The alliance is already faced with severe differences among its component parties on the question of whether the leader of opposition in the National Assembly Maulana Fazlur Rehman and NWFP Chief Minister Akram Durrani should attend meetings of the National Security Council.

If all goes well and the widening differences between the two major component parties are resolved then the alliance will also discuss the possibility of joining hands with the other major opposition alliance, ARD, which is scheduled to meet in Lahore for launching an all-out movement against the government.

The MMA will also discuss the crisis it faces as a result of the Supreme Court’s directive to the Election Commission against declaring results of candidates who had contested local body elections on madressah sanads.

The alliance will also try to forge consensus on the question of madressahs’ registration and planned repatriation of foreign students.

Also on the meeting’s agenda is working out a strategy to give the government a tough time during the National Assembly session starting on Monday evening.

MMA president Qazi Hussain Ahmed, who will host the meeting at his residence, told Dawn on Sunday that differences between his party and the JUI-F in Peshawar were a direct result of non-party local body elections.

“The holding of non-party local government elections was unfortunate which resulted in creating gulf between parties and groups,” he said.

He evaded a question whether the alliance meeting would be able to overcome differences resulting from decisions by the JI and JUI-F to oppose each other in Peshawar.

When his attention was drawn toward the exchange of harsh statements by leaders of the two parties, he said “everything will be discussed in the supreme council meeting and resolved amicably”.

Insiders told Dawn that Maulana Fazlur Rahman, who was at the centre of controversy between the two parties as he and Chief Minister Akram Durrani have been supporting his old friend and close relative Haji Ghulam Ali for Peshawar’s coveted office, was likely to create some fissures in the meeting.

Qazi Hussain said he had talked to Maulana Fazl to cool down the temperature, adding that the supreme council meeting had been convened on his advice.
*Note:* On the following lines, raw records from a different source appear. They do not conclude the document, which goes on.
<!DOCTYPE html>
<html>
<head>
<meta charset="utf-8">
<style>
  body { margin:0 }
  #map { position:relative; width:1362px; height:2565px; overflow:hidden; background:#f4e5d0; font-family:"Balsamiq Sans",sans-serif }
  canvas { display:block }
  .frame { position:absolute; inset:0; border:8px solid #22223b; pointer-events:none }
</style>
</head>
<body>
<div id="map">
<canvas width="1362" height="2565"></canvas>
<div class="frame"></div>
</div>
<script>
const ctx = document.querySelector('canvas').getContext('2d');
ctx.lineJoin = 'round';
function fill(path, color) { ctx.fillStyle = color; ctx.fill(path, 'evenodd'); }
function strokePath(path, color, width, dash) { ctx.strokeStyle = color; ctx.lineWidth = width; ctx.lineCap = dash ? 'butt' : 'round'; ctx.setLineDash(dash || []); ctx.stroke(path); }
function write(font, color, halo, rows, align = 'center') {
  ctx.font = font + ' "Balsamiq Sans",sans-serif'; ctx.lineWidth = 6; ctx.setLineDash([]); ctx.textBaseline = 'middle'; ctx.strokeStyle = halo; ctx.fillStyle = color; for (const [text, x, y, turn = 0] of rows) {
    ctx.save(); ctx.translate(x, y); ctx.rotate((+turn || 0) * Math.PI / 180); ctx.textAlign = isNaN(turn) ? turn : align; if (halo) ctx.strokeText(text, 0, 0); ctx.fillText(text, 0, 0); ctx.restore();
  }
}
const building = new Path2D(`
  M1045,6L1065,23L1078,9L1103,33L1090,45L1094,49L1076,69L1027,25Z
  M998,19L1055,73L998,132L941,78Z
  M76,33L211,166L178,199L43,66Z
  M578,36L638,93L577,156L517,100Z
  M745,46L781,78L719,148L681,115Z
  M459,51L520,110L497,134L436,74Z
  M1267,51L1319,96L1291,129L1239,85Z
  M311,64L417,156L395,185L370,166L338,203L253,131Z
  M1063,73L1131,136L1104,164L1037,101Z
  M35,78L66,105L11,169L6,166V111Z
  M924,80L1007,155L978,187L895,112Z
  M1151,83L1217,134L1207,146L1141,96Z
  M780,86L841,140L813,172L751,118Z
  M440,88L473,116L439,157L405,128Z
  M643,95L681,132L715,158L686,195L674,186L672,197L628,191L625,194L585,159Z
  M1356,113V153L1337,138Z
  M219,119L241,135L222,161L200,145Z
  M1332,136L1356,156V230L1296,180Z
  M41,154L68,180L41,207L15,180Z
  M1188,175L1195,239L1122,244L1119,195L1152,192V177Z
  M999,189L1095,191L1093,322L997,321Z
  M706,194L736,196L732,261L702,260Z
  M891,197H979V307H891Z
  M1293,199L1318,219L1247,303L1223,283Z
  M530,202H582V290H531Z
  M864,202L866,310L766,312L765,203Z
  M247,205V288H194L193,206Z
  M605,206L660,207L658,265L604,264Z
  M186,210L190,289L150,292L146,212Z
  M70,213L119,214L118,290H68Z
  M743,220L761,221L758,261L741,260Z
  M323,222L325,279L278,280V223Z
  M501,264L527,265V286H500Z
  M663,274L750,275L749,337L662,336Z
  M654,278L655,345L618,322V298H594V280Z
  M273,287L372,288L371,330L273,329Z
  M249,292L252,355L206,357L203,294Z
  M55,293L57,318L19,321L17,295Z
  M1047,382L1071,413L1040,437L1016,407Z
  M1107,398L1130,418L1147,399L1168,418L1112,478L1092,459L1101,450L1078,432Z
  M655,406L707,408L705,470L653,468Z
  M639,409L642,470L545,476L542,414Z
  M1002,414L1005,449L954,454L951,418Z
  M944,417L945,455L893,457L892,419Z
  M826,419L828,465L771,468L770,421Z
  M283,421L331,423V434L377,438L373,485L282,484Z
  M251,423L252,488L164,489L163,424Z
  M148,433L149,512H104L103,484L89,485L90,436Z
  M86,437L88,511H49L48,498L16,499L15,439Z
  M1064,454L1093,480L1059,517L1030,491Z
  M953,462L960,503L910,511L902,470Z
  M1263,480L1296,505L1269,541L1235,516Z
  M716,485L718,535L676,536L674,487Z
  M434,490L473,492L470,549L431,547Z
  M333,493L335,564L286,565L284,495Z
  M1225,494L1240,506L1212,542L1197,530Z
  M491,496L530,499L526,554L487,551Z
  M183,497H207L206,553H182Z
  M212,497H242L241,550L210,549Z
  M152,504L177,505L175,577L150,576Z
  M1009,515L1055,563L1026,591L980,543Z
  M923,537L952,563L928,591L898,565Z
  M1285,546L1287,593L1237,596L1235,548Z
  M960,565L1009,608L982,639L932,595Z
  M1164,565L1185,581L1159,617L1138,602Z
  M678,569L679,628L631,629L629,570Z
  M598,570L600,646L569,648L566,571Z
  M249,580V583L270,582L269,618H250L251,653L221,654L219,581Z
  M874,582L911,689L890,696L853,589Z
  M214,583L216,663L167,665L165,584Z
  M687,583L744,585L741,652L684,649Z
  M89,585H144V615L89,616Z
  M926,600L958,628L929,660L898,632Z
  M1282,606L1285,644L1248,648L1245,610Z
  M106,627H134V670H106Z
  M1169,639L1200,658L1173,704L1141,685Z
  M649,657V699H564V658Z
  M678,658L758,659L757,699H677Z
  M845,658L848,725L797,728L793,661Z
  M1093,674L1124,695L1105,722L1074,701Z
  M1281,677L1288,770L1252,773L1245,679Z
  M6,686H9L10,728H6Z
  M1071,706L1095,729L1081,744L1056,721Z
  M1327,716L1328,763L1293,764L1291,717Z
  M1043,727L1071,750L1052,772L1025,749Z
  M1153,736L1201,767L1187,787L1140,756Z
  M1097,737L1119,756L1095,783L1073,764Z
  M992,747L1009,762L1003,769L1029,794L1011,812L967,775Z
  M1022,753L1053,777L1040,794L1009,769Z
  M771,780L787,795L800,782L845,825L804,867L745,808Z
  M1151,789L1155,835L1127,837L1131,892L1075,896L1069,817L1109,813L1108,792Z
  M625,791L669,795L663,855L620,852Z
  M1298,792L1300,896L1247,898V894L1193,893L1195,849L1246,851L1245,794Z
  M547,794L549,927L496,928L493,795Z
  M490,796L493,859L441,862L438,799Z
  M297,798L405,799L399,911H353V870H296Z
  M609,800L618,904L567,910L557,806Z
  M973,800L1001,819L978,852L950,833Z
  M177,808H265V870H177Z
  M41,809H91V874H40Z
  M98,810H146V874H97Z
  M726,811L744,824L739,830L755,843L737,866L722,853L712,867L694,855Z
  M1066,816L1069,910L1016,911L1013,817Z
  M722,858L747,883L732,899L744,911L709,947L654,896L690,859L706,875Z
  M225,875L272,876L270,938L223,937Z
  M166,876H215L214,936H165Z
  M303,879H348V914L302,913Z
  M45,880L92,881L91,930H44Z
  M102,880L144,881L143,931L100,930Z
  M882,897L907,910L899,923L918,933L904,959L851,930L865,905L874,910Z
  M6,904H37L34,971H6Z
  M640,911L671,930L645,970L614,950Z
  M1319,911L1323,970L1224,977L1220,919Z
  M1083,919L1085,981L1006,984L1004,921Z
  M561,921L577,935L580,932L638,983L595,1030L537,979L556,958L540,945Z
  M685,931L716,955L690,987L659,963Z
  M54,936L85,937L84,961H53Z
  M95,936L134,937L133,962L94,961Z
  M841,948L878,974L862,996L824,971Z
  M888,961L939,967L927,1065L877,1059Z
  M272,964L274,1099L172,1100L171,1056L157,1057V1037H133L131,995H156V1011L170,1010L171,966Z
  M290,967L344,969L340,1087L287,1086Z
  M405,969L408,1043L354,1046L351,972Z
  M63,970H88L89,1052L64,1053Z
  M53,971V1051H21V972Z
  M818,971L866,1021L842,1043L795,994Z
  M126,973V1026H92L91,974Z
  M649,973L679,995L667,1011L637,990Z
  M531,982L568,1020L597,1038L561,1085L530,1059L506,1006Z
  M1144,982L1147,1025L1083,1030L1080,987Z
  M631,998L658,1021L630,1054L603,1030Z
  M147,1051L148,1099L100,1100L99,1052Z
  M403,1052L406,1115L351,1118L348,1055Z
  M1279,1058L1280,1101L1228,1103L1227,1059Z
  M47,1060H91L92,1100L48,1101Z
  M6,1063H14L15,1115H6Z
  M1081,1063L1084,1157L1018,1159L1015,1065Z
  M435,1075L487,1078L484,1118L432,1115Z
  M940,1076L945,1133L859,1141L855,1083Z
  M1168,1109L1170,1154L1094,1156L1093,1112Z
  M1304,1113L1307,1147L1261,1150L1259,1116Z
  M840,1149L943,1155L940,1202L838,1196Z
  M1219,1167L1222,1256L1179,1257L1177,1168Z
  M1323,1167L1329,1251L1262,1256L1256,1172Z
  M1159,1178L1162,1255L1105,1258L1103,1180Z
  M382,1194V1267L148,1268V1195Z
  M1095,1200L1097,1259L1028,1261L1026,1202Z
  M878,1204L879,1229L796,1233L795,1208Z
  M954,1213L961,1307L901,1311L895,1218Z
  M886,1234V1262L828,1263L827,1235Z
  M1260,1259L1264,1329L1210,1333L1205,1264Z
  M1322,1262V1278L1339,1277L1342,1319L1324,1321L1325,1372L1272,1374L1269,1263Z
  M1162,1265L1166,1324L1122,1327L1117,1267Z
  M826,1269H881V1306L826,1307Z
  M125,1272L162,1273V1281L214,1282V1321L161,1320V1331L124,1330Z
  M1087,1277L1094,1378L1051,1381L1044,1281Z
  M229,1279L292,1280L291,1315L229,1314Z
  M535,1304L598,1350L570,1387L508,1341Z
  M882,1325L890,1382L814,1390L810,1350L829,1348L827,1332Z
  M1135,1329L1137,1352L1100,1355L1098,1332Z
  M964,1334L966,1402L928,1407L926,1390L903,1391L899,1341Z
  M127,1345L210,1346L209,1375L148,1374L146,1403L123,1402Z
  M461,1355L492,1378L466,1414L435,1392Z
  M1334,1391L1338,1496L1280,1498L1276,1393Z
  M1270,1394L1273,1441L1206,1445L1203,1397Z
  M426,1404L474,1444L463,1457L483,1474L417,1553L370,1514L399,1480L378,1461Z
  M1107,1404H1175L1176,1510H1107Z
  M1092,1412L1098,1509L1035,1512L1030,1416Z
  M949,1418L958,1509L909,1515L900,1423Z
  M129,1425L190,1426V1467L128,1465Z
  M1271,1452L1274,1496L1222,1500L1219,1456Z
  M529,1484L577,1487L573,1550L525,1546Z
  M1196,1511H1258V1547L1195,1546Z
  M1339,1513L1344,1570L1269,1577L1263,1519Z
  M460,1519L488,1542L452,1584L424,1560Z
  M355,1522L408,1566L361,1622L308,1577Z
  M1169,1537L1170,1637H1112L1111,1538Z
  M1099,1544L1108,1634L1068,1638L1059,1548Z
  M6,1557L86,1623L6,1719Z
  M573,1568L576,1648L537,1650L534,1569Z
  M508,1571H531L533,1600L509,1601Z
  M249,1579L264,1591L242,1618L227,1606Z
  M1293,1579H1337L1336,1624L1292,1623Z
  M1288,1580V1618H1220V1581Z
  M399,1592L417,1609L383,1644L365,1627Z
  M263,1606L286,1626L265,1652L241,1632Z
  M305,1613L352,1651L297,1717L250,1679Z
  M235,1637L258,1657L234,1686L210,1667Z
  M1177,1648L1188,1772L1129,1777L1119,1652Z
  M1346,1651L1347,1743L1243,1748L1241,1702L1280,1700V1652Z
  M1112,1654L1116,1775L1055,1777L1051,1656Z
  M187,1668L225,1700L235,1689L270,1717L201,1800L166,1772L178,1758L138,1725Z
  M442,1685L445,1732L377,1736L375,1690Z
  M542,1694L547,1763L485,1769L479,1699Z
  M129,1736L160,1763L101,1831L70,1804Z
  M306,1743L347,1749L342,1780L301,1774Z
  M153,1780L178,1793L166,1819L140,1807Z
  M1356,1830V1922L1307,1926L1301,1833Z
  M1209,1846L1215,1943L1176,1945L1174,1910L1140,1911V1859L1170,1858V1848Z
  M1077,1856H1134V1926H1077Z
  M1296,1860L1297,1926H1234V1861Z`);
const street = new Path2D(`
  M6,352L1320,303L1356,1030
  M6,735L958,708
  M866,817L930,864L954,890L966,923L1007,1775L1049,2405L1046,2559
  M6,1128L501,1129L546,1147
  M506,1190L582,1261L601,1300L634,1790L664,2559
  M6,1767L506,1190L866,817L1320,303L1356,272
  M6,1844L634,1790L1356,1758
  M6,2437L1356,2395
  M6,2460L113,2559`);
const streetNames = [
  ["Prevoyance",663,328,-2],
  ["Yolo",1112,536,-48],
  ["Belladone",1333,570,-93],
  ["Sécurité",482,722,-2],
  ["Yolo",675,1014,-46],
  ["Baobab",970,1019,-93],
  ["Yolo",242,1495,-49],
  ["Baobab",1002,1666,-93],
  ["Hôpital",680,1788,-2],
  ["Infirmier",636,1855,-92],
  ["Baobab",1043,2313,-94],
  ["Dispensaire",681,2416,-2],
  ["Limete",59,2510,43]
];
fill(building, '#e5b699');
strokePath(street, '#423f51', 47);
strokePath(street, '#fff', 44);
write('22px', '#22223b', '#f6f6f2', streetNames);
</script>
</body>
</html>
Asked about the agenda of the meeting, he said it would discuss the overall political situation in the country, particularly with reference to the recently concluded local body elections.

He said the alliance would ponder over the possibility of resuming talks with other opposition parties and finalizing the agenda for the September 4 national conference it had convened.

The national conference, he told this correspondent, would discuss the political scenario in the face of continued military interference in the political affairs of the country and to decide about formally requesting President General Pervez Musharraf and the armed forces to leave politics to politicians and concentrate on their constitutional duty of defending the motherland.

While Maulana Fazl was not available for comments on the MMA meeting, deputy parliamentary leader and deputy chief of JUI-F Hafiz Hussain Ahmed expressed the confidence that the alliance would successfully overcome the differences.

He confirmed that the supreme council would also discuss the proposed resumption of talks with the ARD over forging a grand alliance which, he said, had been stalled due to lack of interest on the part of PPP Parliamentarians.